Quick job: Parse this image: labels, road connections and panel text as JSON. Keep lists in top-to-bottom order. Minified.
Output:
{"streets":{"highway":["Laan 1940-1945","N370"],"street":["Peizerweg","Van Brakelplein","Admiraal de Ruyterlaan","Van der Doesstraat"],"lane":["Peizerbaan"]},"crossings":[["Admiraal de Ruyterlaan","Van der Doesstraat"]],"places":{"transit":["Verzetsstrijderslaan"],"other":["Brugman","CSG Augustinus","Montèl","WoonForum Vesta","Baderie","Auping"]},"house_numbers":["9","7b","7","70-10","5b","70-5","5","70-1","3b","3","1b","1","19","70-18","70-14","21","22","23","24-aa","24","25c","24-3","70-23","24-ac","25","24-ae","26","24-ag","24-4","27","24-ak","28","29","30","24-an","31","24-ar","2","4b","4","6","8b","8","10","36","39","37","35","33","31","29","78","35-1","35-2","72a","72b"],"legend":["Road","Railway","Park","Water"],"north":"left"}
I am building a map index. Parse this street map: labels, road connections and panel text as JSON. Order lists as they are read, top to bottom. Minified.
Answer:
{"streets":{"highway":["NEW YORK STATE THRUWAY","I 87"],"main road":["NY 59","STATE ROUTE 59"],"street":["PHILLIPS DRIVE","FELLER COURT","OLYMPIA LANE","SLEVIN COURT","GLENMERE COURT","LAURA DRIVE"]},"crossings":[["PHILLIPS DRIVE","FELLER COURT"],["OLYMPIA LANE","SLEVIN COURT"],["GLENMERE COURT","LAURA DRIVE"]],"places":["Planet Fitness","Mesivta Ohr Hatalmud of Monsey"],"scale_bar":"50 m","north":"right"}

+ + + +

◆ INSTRUCTIONS TO FOLLOW: Lines with "lists" in them are what the answer must contain; copy each from the records above.

◆ EXERCISE OUTPUT:
Quick job: Parse this image: labels, road connections and panel text as JSON. Keep lists in top-to-bottom order. Minified.
I am building a map index. Parse this street map: labels, road connections and panel text as JSON. Order lists as they are read, top to bottom. Minified.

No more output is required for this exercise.